It is required that the lines from the top of the listing through the line with "position:absolute; left:10px; top:894px;" be reproduced exactly, excluding pictures.

______________________________

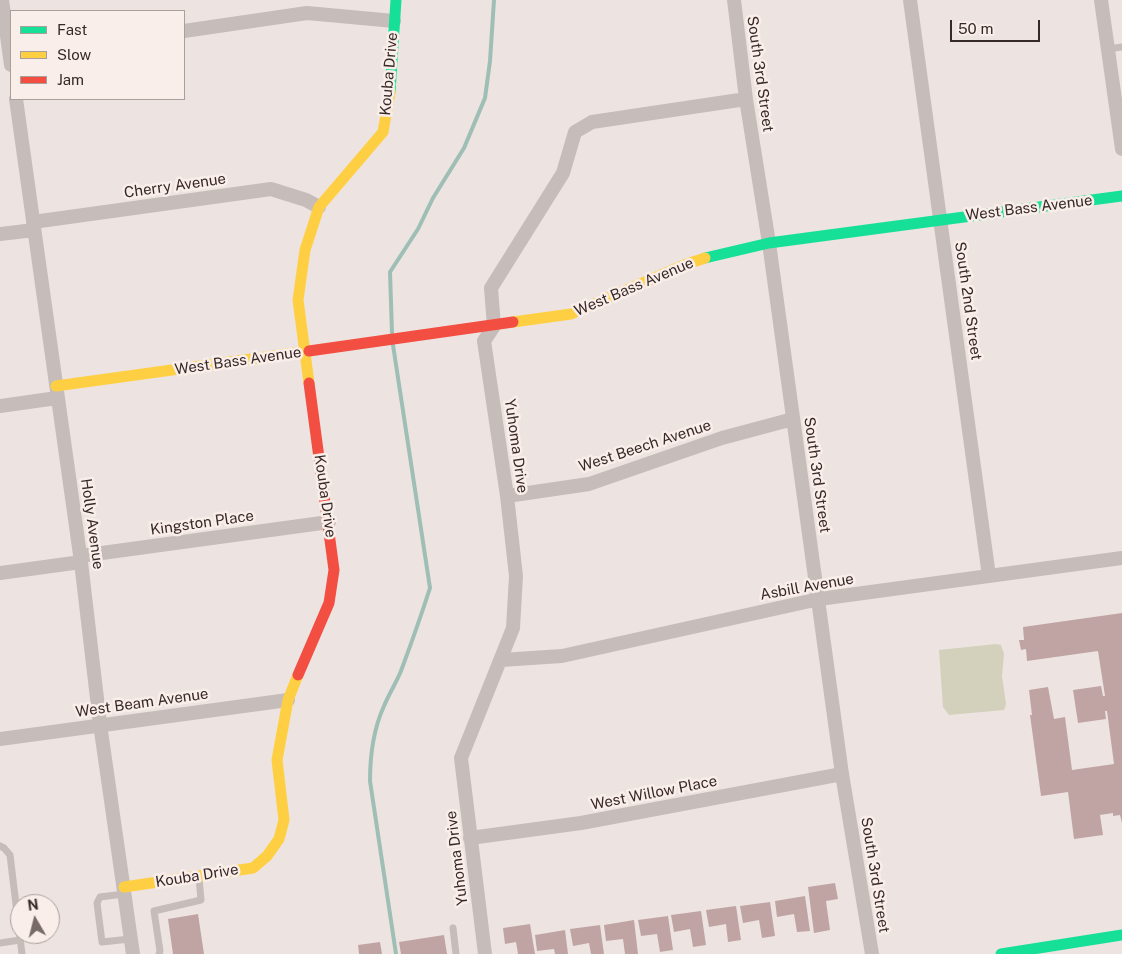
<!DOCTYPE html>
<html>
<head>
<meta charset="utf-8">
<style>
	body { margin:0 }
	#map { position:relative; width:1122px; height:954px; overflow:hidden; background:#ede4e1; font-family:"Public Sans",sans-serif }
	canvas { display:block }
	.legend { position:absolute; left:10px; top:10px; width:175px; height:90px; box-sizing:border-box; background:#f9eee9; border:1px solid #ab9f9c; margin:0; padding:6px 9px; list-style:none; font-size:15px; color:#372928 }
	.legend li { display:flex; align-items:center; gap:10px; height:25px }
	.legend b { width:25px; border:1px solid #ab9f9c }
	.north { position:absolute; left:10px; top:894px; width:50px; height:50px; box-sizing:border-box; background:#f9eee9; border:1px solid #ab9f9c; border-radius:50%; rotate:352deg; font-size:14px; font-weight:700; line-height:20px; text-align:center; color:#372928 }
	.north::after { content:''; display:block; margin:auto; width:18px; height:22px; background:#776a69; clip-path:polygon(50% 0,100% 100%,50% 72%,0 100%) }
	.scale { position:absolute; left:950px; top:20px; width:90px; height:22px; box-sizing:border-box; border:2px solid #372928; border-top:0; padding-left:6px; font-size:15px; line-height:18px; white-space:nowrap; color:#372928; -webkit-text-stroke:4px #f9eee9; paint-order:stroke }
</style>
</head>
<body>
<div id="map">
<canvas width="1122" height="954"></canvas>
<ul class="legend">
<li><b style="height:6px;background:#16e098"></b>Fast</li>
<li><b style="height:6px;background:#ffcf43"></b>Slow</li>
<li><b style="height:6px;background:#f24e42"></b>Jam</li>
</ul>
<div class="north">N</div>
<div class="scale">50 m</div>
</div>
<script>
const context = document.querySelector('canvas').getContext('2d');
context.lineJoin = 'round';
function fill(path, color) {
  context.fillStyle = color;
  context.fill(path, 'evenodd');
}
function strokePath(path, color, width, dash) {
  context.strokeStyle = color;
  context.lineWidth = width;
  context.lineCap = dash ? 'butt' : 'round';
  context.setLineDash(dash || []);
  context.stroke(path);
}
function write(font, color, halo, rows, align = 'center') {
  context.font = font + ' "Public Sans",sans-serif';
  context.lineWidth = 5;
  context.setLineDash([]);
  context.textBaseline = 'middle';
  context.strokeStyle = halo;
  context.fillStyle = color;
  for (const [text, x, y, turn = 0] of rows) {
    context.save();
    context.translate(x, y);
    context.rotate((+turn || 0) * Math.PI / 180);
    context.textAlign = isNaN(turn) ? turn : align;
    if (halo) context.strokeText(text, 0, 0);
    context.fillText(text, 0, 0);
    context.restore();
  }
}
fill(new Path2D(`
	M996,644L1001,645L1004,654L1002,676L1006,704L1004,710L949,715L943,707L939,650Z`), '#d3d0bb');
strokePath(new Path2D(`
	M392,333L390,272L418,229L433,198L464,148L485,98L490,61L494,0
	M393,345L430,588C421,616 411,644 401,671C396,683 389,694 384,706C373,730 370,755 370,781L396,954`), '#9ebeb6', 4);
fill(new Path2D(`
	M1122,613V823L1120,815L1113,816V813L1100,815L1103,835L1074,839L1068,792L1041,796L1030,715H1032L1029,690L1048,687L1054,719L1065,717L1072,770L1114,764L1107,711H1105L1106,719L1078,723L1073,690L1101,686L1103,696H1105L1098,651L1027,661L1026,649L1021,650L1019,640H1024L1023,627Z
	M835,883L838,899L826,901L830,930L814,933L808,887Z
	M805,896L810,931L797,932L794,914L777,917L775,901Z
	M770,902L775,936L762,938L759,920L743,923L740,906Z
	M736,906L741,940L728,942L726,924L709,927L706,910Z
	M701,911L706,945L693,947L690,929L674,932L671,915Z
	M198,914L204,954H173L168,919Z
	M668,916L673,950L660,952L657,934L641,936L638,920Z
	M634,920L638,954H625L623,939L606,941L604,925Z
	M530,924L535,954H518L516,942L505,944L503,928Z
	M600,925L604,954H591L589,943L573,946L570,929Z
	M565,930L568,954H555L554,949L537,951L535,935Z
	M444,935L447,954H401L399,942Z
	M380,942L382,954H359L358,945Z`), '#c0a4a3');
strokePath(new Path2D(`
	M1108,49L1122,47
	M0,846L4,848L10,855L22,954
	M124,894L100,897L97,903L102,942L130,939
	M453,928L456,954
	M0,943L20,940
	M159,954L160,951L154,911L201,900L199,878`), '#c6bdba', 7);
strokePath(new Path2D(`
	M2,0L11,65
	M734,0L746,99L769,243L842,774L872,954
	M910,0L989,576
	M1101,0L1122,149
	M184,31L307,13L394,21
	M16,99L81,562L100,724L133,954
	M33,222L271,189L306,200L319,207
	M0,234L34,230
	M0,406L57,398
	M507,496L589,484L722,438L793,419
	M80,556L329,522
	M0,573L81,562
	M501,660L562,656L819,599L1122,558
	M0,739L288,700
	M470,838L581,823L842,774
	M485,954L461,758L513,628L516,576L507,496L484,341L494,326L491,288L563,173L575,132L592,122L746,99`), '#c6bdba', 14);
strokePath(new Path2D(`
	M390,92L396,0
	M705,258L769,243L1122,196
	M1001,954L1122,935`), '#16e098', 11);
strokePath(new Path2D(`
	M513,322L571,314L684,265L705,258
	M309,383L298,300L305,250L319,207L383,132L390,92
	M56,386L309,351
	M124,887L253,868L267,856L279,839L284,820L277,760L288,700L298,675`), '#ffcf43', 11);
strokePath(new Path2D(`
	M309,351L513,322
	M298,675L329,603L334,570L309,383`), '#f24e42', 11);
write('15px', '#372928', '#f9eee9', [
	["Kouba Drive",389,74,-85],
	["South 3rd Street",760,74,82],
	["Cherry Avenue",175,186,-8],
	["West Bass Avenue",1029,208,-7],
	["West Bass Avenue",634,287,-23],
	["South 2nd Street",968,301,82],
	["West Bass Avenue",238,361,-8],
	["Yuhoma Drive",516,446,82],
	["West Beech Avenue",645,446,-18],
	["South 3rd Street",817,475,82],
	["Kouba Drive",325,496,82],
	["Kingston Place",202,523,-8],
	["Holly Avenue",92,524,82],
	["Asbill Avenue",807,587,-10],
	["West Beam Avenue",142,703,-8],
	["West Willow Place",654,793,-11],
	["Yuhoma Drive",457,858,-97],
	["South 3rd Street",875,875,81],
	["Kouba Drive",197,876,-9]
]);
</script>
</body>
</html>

______________________________

◆ The answer
<!DOCTYPE html>
<html>
<head>
<meta charset="utf-8">
<style>
	body { margin:0 }
	#map { position:relative; width:1122px; height:954px; overflow:hidden; background:#ede4e1; font-family:"Public Sans",sans-serif }
	canvas { display:block }
	.legend { position:absolute; left:10px; top:10px; width:175px; height:90px; box-sizing:border-box; background:#f9eee9; border:1px solid #ab9f9c; margin:0; padding:6px 9px; list-style:none; font-size:15px; color:#372928 }
	.legend li { display:flex; align-items:center; gap:10px; height:25px }
	.legend b { width:25px; border:1px solid #ab9f9c }
	.north { position:absolute; left:10px; top:894px; width:50px; height:50px; box-sizing:border-box; background:#f9eee9; border:1px solid #ab9f9c; border-radius:50%; rotate:352deg; font-size:14px; font-weight:700; line-height:20px; text-align:center; color:#372928 }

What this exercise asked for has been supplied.